También en un cine de reestreno vi Ente tinieblas (1983), cuando todavía Almodóvar rebosaba frescura, y no es que fuera demasiado joven cuando esta película se estrenó en las salas comerciales, pero es que a veces a uno se le escapan excelentes películas por causas ajenas a su voluntad. Y es que, nos pongamos, como nos pongamos, no es lo mismo un home cinema que una pantalla de cine, por muy buen equipo audiovisual de que dispongamos en casa, de la misma manera que no es lo mismo la mejor lámina del mejor libro de Historia del Arte de la Historia de la Humanidad que ver Las Meninas en todo su esplendor en el Museo del Prado.

             Pues bien, en esa línea de recuperación de los grandes clásicos del cine se sitúa el cine Albéniz de Málaga, que todos los jueves desde hace varios años proyecta una gran película del pasado, que sostiene desde el año 2013 el ciclo La edad de oro del cine, que este año en el espacio Cine Abierto ha proyectado de manera gratuita la trilogía de los colores de la bandera francesa, de Kieslowski, de la década de los noventa, además de las más recientes, pero ya retiradas de las carteleras, Una chica cortada en dos (2007) o Borrachera de poder (2006), de Claude Chabrol, de manera totalmente gratuita para el espectador, además de haber incluido en su programación regular El mundo sigue (1963), de Fernando Fernan Gómez y Las vacaciones del señor Hulot (1953), de Jacques Tati, que es la película que permite esta reseña, que además se ha proyectado precedida del delicioso corto La escuela del carteros (1947), de marcado carácter chapliniano. Todo un goce estético.

 

             Las vacaciones del señor Hulot constituyó el segundo filme de Tati, quien también lo protagoniza y durante décadas siguió perfilando el personaje con adición de nuevas escenas. De hecho, la versión que se ha remasterizado (horrible vocablo) para el espectador actual corresponde a la de 1978, es decir, cuatro años antes de la muerte del director francés. 

        Se trata de una película que se inscribe libremente entre dos grandes coordenadas: el hombrecillo diseñado por Charles Chaplin y el, así llamado toque Lubitsch, muy perceptible durante todo el largometraje, pero del que podemos dejar constancia en dos detalles iniciales: el señor Hulot llega a la recepción del hotel donde quiere pasar las vacaciones de verano en el prototurismo de sol y playa todavía vigente en los años cincuenta, y le cuesta trabajo pronunciar su nombre porque en la boca lleva la pipa y no puede deshacerse de ella porque carga una maleta en cada mano.

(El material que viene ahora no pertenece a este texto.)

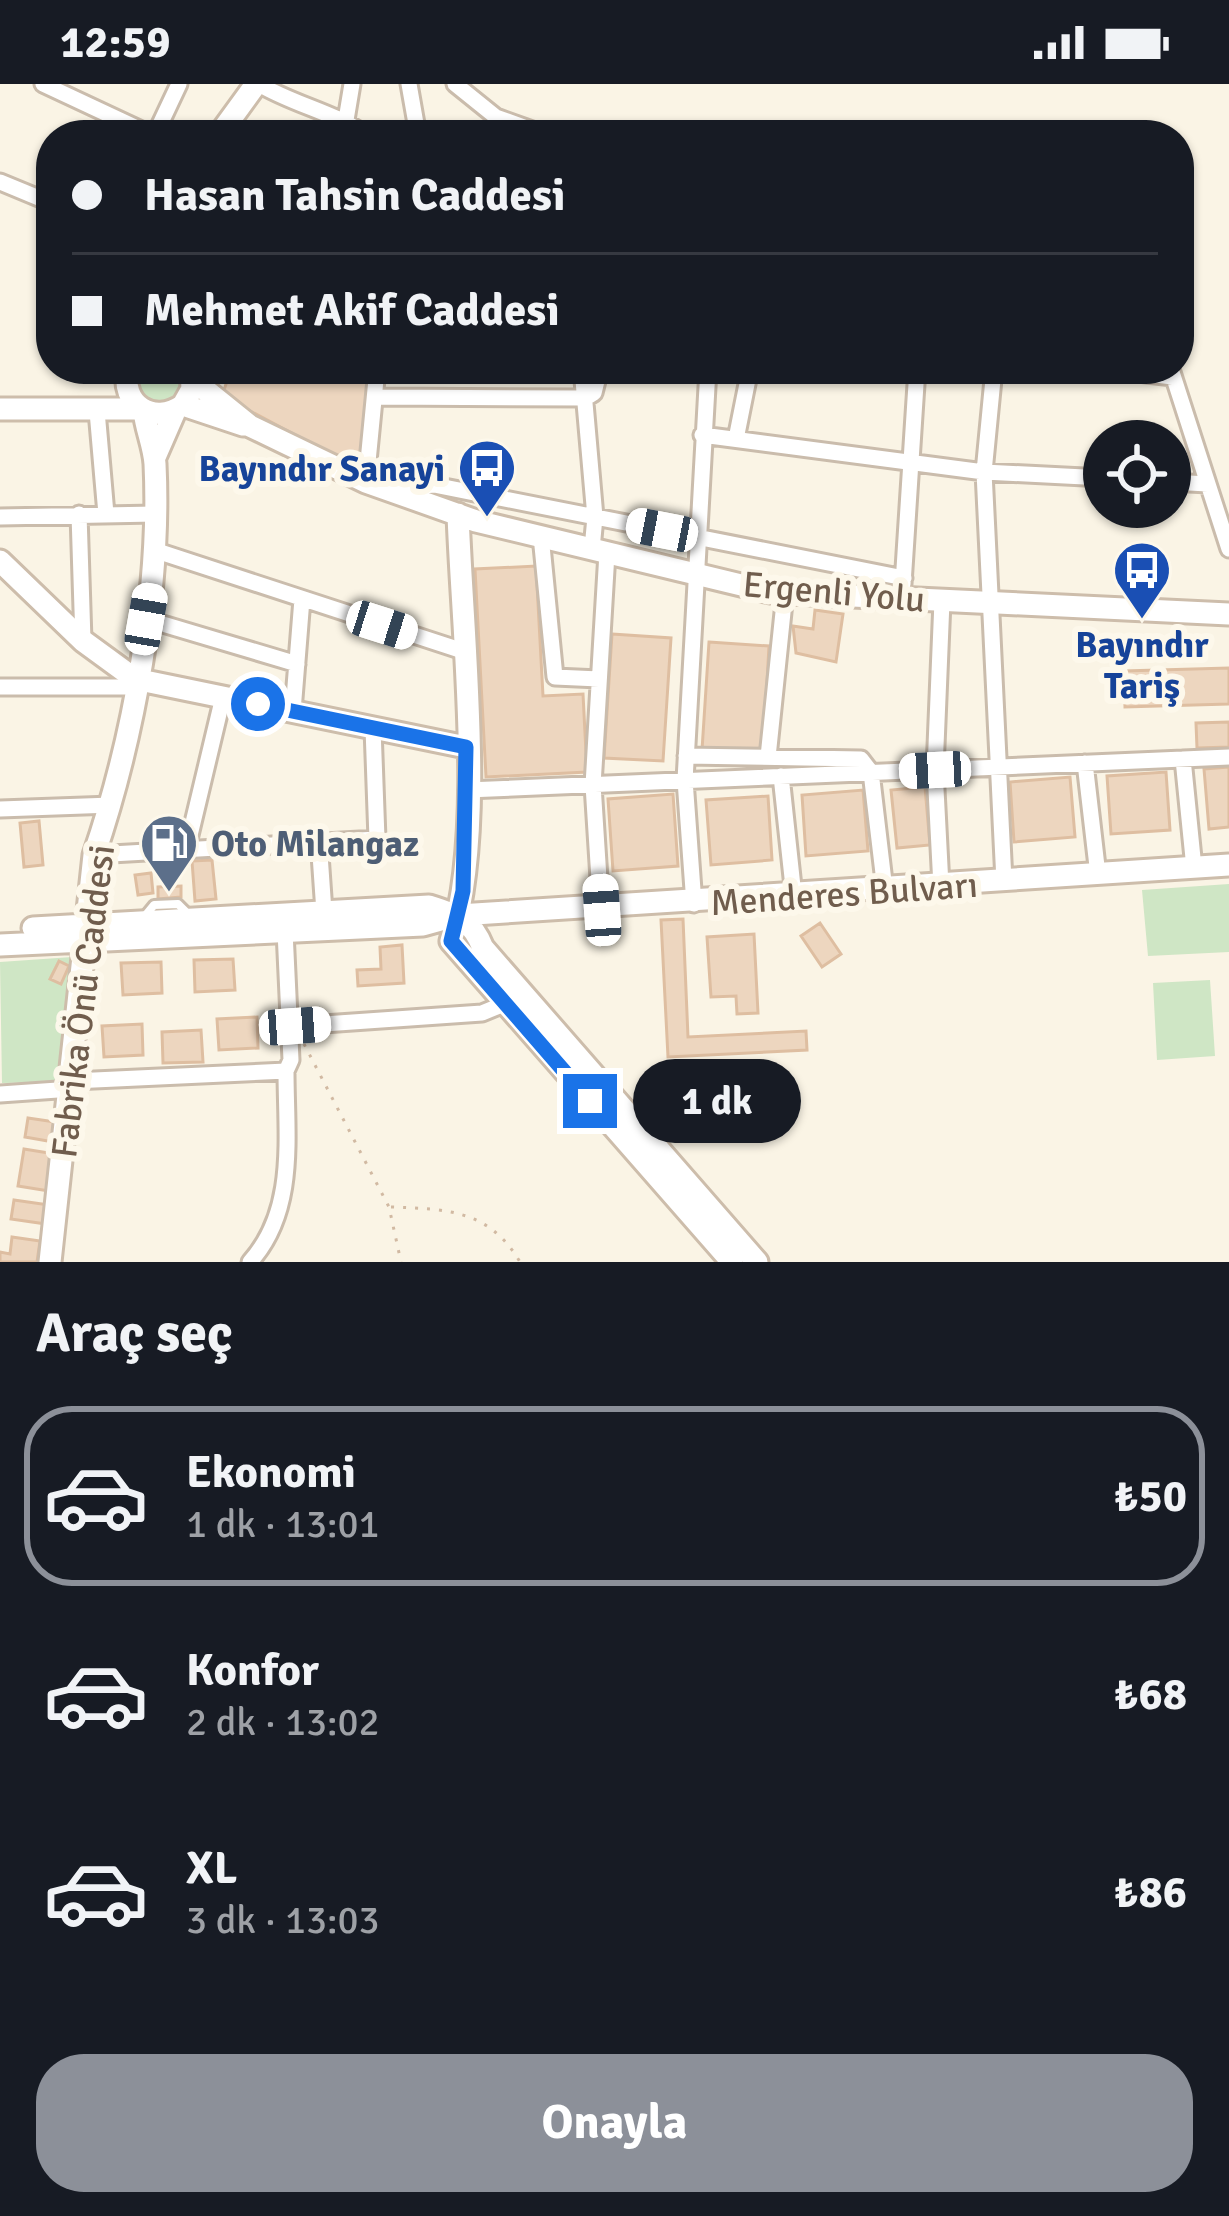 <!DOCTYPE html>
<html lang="tr">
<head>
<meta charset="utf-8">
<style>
  :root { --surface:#171b24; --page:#20242c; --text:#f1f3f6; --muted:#9ea1a6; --line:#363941; --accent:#8c9099 }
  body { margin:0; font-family:Signika,sans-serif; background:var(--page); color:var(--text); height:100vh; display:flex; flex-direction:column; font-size:45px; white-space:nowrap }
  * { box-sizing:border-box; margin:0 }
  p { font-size:39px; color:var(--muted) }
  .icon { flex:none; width:66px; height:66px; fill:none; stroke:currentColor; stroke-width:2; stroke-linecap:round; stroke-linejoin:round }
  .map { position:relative; height:1178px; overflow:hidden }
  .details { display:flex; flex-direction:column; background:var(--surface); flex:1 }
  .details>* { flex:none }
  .top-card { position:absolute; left:36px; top:36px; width:1158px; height:264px; border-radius:48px; box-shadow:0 3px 9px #0004; display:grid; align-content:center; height:264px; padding:0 36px; background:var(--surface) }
  .fabs { position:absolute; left:1083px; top:336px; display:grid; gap:24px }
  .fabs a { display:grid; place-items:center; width:108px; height:108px; border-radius:50%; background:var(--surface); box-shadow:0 3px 9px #0004; font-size:60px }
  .end { position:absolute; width:54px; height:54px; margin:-27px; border:15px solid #1a73e8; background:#fff; box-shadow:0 0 0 6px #fff }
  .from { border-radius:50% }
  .bubble { position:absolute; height:84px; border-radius:42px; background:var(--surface); box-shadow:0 3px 9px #0004; font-size:39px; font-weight:700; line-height:84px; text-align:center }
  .car { position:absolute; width:36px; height:72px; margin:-36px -18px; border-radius:15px; box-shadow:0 0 9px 3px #0007; background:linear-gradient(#fff 24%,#345 0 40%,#fff 0 76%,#345 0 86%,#fff 0) }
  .top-card b { display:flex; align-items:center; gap:42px; height:114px; font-size:45px }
  .top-card b+b { border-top:3px solid var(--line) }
  .top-card i { width:30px; height:30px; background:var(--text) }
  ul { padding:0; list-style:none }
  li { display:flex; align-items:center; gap:36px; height:180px; margin:0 24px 18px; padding:0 12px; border:6px solid transparent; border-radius:48px }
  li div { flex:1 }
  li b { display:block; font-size:45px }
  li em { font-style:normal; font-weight:700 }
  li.current { border-color:var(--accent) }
  li>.icon { width:108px; height:108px; stroke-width:1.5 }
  h2 { padding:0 36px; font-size:54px; line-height:144px }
  .primary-button { display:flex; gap:24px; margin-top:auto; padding:24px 36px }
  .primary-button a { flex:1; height:138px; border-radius:48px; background:var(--accent); color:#fff; font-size:48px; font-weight:700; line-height:138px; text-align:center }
  .status { display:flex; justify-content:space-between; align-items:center; height:84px; padding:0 60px; background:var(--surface); direction:ltr }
  .status svg { height:33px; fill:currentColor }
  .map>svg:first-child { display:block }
  .green { fill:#cfe6c5 }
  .building { fill:#edd6bf; stroke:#debea1; stroke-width:3 }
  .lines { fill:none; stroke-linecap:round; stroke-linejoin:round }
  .lane-casing { stroke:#cabcac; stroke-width:14 }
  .street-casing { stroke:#cabcac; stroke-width:21 }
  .secondary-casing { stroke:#cdbdab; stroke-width:27 }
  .path { stroke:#d1b9a2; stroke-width:3; stroke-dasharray:3 9; stroke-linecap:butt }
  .lane { stroke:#fff; stroke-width:8 }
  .street { stroke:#fff; stroke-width:15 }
  .secondary { stroke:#fff; stroke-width:21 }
  .route { stroke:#1a73e8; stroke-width:15 }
  .labels { text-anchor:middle; stroke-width:12; stroke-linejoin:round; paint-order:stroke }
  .transit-label { font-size:36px; font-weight:bold; fill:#164399; stroke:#fdf8eb; text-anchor:end }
  .street-label { font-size:36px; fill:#705d4d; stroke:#fdf8eb }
  .service-label { font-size:36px; font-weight:bold; fill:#4e5e75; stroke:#fdf8eb; text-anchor:start }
</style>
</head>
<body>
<div class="status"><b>12:59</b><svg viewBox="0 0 49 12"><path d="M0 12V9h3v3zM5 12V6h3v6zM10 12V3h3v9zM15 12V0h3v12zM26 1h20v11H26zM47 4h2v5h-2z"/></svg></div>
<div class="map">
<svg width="1229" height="1178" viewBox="0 0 1229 1178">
  <rect width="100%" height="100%" fill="#faf4e5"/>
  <path class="green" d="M 136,285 L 184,285 L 182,310 L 161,323 L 138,312 Z
    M 1229,800 L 1229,868 L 1148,872 L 1142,806 Z
    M 72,873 L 67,986 L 57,998 L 2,999 L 0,878 Z
    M 1210,896 L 1215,972 L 1157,976 L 1153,899 Z"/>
  <path class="building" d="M 231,285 L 373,285 L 361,386 L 222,312 Z
    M 536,482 L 543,612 L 583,610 L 587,688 L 486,693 L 475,485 Z
    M 815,526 L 843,530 L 836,578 L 796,569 L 793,542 L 813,545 Z
    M 612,550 L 671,554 L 663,677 L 604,674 Z
    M 709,558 L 769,562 L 763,669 L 702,666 Z
    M 1229,584 L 1229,620 L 1125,623 L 1124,587 Z
    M 1229,638 L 1229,663 L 1197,664 L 1196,639 Z
    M 1229,683 L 1229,743 L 1209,745 L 1204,685 Z
    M 1166,688 L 1170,746 L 1111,750 L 1107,692 Z
    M 1070,693 L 1075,753 L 1014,758 L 1010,698 Z
    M 925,703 L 930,761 L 897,764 L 891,706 Z
    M 863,706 L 868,767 L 806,772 L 802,711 Z
    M 673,710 L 678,782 L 613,787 L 608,715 Z
    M 768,712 L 772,776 L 711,781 L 706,716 Z
    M 39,737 L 43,781 L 24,783 L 20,739 Z
    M 212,776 L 216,815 L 195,817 L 192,777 Z
    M 151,789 L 153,809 L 138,811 L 135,791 Z
    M 181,802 L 181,813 L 158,815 L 158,803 Z
    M 683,835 L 688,953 L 806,947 L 807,966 L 668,973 L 661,836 Z
    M 820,839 L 841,870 L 822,883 L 801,852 Z
    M 754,850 L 758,929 L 737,930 L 736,912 L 711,913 L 707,853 Z
    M 402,861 L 404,899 L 358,902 L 357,886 L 381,885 L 380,863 Z
    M 233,875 L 235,906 L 195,908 L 194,876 Z
    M 59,877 L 69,882 L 61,900 L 50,895 Z
    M 161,878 L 162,909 L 123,911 L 121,879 Z
    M 257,933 L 258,964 L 219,966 L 217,935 Z
    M 142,940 L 143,971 L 104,973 L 102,942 Z
    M 201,946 L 203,978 L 163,979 L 162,948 Z
    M 28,1034 L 62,1039 L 59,1059 L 25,1053 Z
    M 24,1065 L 55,1070 L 49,1107 L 18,1102 Z
    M 14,1116 L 49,1121 L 46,1140 L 11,1135 Z
    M 12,1153 L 40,1157 L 37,1178 L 0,1178 L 0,1168 L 10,1170 Z"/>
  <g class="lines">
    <g class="lane-casing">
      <path id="lane" d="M 145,832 L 154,821 L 178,820 L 187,829"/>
    </g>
    <g class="street-casing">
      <path id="street" d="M 43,0 L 152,51
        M 259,0 C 294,21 334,28 366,51
        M 409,0 L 418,51
        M 455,0 L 496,33 L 546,51
        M 346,36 L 352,0
        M 155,51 L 179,0
        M 0,98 L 51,119
        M 582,285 L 595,433 L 592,465
        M 994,285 L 984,388 L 1004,797
        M 1103,285 L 1173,293
        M 1171,285 L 1229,465
        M 377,313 L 586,314 L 594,309 L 600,285
        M 97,327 L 106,430
        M 702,351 L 984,388 L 1104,394
        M 736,355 L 750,285
        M 366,398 L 377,285
        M 1170,398 L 1208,400
        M 404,411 L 413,403 L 434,401 L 904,494
        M 79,430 L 83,557
        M 0,433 L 155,430
        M 541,452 L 555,593 L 599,595
        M 154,466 L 463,567
        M 903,500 L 917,285
        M 146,535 L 297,580
        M 0,603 L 134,603
        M 293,627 L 302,515
        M 686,672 L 861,675 L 871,688 L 885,806
        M 768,673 L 785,509
        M 1183,675 L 1194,784
        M 1085,679 L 1098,791
        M 781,692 L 794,812
        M 467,706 L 1229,673
        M 0,725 L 112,721
        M 319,756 L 324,828
        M 186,768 L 223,613
        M 94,771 L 377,755 L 373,644
        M 941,802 L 935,686 L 942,517
        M 694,820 L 685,696 L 708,285
        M 601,826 L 593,701 L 607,469
        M 295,942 L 482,929 L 504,920
        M 73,997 L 286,987
        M 0,1010 L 72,1005
        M 250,1178 C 297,1126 286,1053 286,987 L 291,976 L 285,847"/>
    </g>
    <g class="secondary-casing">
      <path id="secondary" d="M 219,51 L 256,0
        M 128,285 C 120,320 153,342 183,321 L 192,305 L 191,285
        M 193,296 L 250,342 L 366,398 L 476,437 L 770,508 L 1229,530
        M 183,321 L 243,341
        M 0,325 L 139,325
        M 155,373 L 175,327
        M 458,430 C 462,550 486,746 451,857 L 732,1178
        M 0,477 L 83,557 L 135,595 L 466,663
        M 33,844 L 429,822 C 458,831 472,836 483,864 L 757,1178
        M 0,861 L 423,841 L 459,831 L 1229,781
        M 50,1178 L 94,771 C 134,654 161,504 155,380 C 154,363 146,345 144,327"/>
    </g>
    <path class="path" d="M 304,960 L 389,1123 L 401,1178
      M 391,1123 C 445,1125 489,1125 520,1178"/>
    <use href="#lane" class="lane"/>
    <use href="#street" class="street"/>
    <use href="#secondary" class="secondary"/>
  </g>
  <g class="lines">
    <path class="route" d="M 258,620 L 466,663 L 463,807 L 451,857 L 590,1017"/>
  </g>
  <defs>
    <g id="bus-pin" transform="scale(3)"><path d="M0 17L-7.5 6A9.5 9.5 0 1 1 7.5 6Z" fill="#1a4fb4" stroke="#fdf8eb"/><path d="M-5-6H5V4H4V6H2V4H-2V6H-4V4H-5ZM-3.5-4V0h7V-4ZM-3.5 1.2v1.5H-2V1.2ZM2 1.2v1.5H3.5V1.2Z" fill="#fff"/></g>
    <g id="fuel-pin" transform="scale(3)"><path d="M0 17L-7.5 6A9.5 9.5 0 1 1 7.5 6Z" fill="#5c6f8a" stroke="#fdf8eb"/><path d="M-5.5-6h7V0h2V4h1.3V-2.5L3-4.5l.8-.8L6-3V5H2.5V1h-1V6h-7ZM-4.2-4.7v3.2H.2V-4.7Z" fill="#fff"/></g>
  </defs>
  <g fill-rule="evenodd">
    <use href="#bus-pin" x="487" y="384"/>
    <use href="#bus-pin" x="1142" y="486"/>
    <use href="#fuel-pin" x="169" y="759"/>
  </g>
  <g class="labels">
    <g class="transit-label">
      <text x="445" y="397">Bayındır Sanayi</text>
      <text x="1142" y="573" text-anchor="middle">Bayındır<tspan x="1142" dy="41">Tariş</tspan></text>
    </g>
    <g class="street-label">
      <text transform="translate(834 507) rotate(5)" y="13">Ergenli Yolu</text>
      <text transform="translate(844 809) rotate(-4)" y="13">Menderes Bulvarı</text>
      <text transform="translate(82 917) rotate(-83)" y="13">Fabrika Önü Caddesi</text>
    </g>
    <g class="service-label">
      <text x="211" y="772">Oto Milangaz</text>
    </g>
  </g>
</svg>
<div class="fabs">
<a><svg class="icon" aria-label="locate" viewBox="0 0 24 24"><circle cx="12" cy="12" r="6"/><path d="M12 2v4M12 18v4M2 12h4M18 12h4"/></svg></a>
</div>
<i class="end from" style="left:258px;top:620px"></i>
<i class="end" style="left:590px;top:1017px"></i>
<div class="bubble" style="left:633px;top:975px;width:168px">1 dk</div>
<i class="car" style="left:662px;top:446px;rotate:281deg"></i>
<i class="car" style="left:146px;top:535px;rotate:10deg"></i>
<i class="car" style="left:382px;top:541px;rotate:108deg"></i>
<i class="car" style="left:935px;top:686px;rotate:267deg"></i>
<i class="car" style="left:602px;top:826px;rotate:356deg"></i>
<i class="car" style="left:295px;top:942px;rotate:86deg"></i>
<div class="top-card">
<b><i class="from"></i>Hasan Tahsin Caddesi</b>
<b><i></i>Mehmet Akif Caddesi</b>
</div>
</div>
<section class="details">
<h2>Araç seç</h2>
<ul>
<li class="current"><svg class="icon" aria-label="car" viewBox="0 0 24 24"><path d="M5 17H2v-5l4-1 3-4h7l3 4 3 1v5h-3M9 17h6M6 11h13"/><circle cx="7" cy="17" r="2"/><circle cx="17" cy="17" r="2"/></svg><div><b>Ekonomi</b><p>1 dk · 13:01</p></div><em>₺50</em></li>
<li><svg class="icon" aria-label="car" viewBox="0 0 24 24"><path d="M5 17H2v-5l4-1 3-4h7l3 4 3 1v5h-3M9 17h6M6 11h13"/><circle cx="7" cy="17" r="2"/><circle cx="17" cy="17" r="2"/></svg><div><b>Konfor</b><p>2 dk · 13:02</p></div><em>₺68</em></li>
<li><svg class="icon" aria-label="car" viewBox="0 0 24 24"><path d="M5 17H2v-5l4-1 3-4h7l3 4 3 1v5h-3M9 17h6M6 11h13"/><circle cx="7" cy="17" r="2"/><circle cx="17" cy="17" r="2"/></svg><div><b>XL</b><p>3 dk · 13:03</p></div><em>₺86</em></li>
</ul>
<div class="primary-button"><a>Onayla</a></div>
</section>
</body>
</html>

La pipa está a medio hacer, el recepcionista la recoge de Hulot, éste dice su nombre, el recepcionista arregla el tabaco adecuadamente, y luego devuelve la pipa a la boca de su legítimo propietario.
 
             El segundo detalle es que dos personas se reencuentran con alegría en el exterior del hotel, pero han de detener su abrazo porque en ese momento cae agua de un canalón. El toque Lubitsch consiste en que un camión riega las calles, dos amantes de besan y el camión hace un paréntesis en la expulsión de agua cuando llega a la altura de los enamorados. Y el toque Lubitsch está en el enfoque de las relaciones humanas en la película de Tati.

             Sabido es que después de la Segunda Guerra Mundial, el mundo del cine intentó ayudar a superar el trauma mediante dos opciones básicas: el erotismo, y ahí está toda la saga de mujeres fatales, y el humor, y ahí está Charles Chaplin, o el arriba mencionado director de origen alemán, continuado por Billly Wilder, el dios de Fernando Trueba.


            Pues bien, Tati extiende su mirada sobre la obra de Chaplin y Lubitsch, pero no se limita a ello, pues incorpora un elemento propio: el esperpento colectivo, que anticipa lo mejor del cine de Fellini, valga la redundancia, y que halla eco en Luis García Berlanga, quien en 1954 también investigó en Novio a la vista sobre las posibilidades de la playa como espacio para la broma colectiva. Esperpento colectivo, como digo, pero sin la acidez sulfúrica que caracteriza a las obras más reputadas de don Ramón del Valle Inclán, sobre el cual, a pesar de la natural modestia que me caracteriza, me permito sugerir este artículo, cuyo autor naturalmente modesto soy yo mismo: “El 98 ha ido a pasearse en el callejón del Gato”, quizá porque los años veinte, década en que Valle publica sus esperpentos, no fueron tan locos en Madrid, como en París.

           A don Ramón le dolía España, pero le dolía a su manera, aunque quizá no sea éste el momento para esas consideraciones, cuando lo que nos interesa es la película de Tati, quien al igual que Berlanga, observa el mundo absurdo de sus personajes con inequívoca ternura, que llega al humor negro en el hilarante pasaje de un entierro.

Y entre todos esos personajes, indudablemente destaca el señor Hulot, cuya entrañable torpeza encadena las sucesivas escenas de que se compone el filme, que en realidad no consiste en una película vertebrada sobre un argumento, sino en una sucesión de situaciones encantadoramente ilógicas, entre las que incluso se sugiere un conato de romance entre Hulot y una bella joven, a la que todos persiguen, pero que sólo se siente atraída por Hulot, en un reflejo atenuado de lo que ya conocemos dentro de El sueño de una noche de verano. Un verano en la mente de Shakespeare. Un verano en la pupila de Tati.

           Ahora bien, ¿qué aporta el señor Hulot a la sociedad de veraneantes a la que se incorpora? Pues a mi modo de ver, naturalidad y dinamismo dentro de un conjunto humano que se nos muestra irracional, pero vegetativo. Cada una de las diferentes iniciativas de Hulot, que prácticamente sólo dice su nombre en toda la película, significan un aldabonazo de vida dentro de una sociedad que si bien se muestra sin dramatismo, tampoco se nos ofrece como particularmente emprendedora. Más bien todo lo contrario: acomodaticia y pasiva en su vacío cómico, lo que alcanza incluso a los epígonos de la revolución social.


            Por último, otro elemento que quiero destacar es la enorme carga cinematográfica de este filme que no es cine mudo, propiamente, pero que los diálogos ceden el protagonismo a las enormes elocuencia y plasticidad de las escenas.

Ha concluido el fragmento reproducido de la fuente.